> _PROVIDED RECORDS_:
• • • • •
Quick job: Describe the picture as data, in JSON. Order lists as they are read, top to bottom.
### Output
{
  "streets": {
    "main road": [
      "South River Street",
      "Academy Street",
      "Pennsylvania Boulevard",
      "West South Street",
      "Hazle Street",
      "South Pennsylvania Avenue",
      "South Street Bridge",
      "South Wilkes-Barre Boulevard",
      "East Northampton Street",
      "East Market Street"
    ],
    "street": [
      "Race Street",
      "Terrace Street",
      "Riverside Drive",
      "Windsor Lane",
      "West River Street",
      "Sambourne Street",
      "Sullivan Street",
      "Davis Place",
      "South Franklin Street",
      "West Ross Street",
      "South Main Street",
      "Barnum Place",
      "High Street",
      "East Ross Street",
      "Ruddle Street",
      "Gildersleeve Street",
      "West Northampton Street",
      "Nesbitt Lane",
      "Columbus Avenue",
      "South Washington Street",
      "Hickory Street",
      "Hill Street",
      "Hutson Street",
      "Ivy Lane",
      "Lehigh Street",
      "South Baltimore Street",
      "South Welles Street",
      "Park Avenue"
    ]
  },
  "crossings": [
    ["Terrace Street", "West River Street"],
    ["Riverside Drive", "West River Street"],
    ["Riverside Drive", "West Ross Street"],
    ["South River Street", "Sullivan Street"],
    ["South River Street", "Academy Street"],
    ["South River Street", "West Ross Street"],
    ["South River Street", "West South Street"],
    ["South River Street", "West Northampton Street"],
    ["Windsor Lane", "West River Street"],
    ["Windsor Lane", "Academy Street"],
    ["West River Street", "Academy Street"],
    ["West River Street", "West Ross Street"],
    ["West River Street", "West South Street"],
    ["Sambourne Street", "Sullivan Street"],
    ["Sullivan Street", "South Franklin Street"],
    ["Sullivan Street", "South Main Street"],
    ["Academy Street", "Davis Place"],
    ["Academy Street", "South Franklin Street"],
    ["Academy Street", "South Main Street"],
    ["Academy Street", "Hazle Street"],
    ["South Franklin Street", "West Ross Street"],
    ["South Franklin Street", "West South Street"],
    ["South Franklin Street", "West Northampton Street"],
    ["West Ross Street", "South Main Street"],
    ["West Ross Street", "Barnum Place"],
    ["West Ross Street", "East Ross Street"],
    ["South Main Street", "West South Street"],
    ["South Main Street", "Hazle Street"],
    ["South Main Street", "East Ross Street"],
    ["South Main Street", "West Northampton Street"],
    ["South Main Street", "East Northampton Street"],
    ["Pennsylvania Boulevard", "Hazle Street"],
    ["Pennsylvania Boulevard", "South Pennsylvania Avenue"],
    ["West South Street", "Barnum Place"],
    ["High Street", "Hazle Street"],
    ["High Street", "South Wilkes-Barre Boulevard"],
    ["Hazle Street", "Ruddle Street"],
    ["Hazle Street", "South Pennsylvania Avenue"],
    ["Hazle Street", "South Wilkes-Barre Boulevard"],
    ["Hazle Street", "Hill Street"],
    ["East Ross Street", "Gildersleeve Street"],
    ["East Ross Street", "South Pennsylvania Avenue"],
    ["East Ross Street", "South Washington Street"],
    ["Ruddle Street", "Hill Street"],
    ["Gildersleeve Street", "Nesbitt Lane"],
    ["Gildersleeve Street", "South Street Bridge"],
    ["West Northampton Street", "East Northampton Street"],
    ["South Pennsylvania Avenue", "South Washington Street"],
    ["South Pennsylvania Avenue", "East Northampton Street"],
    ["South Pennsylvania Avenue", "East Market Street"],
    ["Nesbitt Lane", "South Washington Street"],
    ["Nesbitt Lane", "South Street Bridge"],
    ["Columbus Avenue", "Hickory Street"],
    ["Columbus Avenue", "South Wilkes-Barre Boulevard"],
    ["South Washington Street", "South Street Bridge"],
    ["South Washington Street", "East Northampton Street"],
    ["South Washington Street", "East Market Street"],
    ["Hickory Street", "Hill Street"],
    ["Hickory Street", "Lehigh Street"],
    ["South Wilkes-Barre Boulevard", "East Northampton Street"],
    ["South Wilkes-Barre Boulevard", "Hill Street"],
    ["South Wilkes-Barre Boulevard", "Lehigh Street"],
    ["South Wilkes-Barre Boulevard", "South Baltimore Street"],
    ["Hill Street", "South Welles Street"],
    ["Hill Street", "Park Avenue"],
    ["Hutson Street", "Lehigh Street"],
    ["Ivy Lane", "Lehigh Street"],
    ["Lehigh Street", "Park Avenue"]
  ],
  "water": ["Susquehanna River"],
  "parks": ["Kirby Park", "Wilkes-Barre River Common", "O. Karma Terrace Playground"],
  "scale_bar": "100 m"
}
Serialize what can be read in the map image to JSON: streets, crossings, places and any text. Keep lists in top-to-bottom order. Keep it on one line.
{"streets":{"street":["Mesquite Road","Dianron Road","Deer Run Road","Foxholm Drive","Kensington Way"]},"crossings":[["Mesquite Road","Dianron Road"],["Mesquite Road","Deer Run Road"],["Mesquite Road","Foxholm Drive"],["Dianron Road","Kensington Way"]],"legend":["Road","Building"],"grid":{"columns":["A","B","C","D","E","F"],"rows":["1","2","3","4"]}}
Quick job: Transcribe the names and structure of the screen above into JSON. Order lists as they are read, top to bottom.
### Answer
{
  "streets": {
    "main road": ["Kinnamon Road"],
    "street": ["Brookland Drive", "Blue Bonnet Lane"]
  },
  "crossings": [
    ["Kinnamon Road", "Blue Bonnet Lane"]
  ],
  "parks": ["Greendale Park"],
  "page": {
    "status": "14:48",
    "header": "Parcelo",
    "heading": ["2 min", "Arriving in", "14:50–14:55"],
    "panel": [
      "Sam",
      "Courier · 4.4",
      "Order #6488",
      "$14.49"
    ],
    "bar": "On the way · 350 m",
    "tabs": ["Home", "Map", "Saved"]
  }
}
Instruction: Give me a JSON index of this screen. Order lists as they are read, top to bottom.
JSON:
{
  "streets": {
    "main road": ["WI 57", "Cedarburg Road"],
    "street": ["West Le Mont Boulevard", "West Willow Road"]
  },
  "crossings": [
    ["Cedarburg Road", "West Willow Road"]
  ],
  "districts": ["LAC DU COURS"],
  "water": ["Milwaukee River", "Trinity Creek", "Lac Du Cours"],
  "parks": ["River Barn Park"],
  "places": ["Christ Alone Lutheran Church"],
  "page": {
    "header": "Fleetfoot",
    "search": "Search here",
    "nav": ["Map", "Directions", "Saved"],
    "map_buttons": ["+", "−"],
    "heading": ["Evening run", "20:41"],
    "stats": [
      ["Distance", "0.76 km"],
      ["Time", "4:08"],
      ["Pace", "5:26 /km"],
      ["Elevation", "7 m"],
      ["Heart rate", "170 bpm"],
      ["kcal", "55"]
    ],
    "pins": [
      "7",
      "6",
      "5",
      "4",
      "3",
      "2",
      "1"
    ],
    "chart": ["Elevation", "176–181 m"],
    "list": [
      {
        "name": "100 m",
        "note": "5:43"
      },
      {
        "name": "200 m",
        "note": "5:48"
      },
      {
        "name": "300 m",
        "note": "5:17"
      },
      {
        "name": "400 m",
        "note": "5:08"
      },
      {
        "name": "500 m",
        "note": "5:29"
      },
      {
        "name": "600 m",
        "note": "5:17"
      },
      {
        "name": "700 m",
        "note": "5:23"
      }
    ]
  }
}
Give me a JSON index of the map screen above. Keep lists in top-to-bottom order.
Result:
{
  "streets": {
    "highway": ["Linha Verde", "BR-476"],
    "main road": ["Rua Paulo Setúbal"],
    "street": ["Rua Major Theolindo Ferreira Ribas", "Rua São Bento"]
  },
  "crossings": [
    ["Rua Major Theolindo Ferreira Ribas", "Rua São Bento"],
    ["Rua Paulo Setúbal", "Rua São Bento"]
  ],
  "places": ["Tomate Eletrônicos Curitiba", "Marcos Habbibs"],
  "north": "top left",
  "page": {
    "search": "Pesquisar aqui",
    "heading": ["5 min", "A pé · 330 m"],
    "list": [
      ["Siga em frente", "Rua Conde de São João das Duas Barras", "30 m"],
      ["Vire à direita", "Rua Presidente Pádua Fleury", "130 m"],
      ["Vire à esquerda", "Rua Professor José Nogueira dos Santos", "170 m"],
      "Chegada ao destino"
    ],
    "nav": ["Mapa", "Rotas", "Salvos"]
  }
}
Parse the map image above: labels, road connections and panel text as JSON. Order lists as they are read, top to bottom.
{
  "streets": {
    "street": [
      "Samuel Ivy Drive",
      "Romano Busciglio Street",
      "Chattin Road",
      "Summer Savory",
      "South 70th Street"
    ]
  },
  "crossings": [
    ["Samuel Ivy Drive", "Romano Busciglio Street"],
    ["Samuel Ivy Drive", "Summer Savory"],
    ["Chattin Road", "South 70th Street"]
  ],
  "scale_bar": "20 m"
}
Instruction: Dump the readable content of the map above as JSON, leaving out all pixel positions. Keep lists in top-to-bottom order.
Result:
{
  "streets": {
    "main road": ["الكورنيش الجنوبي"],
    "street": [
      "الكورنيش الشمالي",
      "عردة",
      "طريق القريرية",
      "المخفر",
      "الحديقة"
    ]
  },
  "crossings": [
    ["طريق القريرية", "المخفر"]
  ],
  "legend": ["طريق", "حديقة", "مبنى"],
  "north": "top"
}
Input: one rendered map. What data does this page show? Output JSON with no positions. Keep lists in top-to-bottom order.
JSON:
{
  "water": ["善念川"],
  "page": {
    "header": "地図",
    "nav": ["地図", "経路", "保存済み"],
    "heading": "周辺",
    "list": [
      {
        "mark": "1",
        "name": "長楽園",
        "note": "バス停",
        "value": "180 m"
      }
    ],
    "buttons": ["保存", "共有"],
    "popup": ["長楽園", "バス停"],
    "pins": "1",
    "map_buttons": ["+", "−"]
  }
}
• • • • •
> _WORK TO COMPLETE_: Please write out, exactly as they appear, the lines from the one containing "Instruction: Dump the" through the last line of the records above, and nothing more.

> _REPLY_:
Instruction: Dump the readable content of the map above as JSON, leaving out all pixel positions. Keep lists in top-to-bottom order.
Result:
{
  "streets": {
    "main road": ["الكورنيش الجنوبي"],
    "street": [
      "الكورنيش الشمالي",
      "عردة",
      "طريق القريرية",
      "المخفر",
      "الحديقة"
    ]
  },
  "crossings": [
    ["طريق القريرية", "المخفر"]
  ],
  "legend": ["طريق", "حديقة", "مبنى"],
  "north": "top"
}
Input: one rendered map. What data does this page show? Output JSON with no positions. Keep lists in top-to-bottom order.
JSON:
{
  "water": ["善念川"],
  "page": {
    "header": "地図",
    "nav": ["地図", "経路", "保存済み"],
    "heading": "周辺",
    "list": [
      {
        "mark": "1",
        "name": "長楽園",
        "note": "バス停",
        "value": "180 m"
      }
    ],
    "buttons": ["保存", "共有"],
    "popup": ["長楽園", "バス停"],
    "pins": "1",
    "map_buttons": ["+", "−"]
  }
}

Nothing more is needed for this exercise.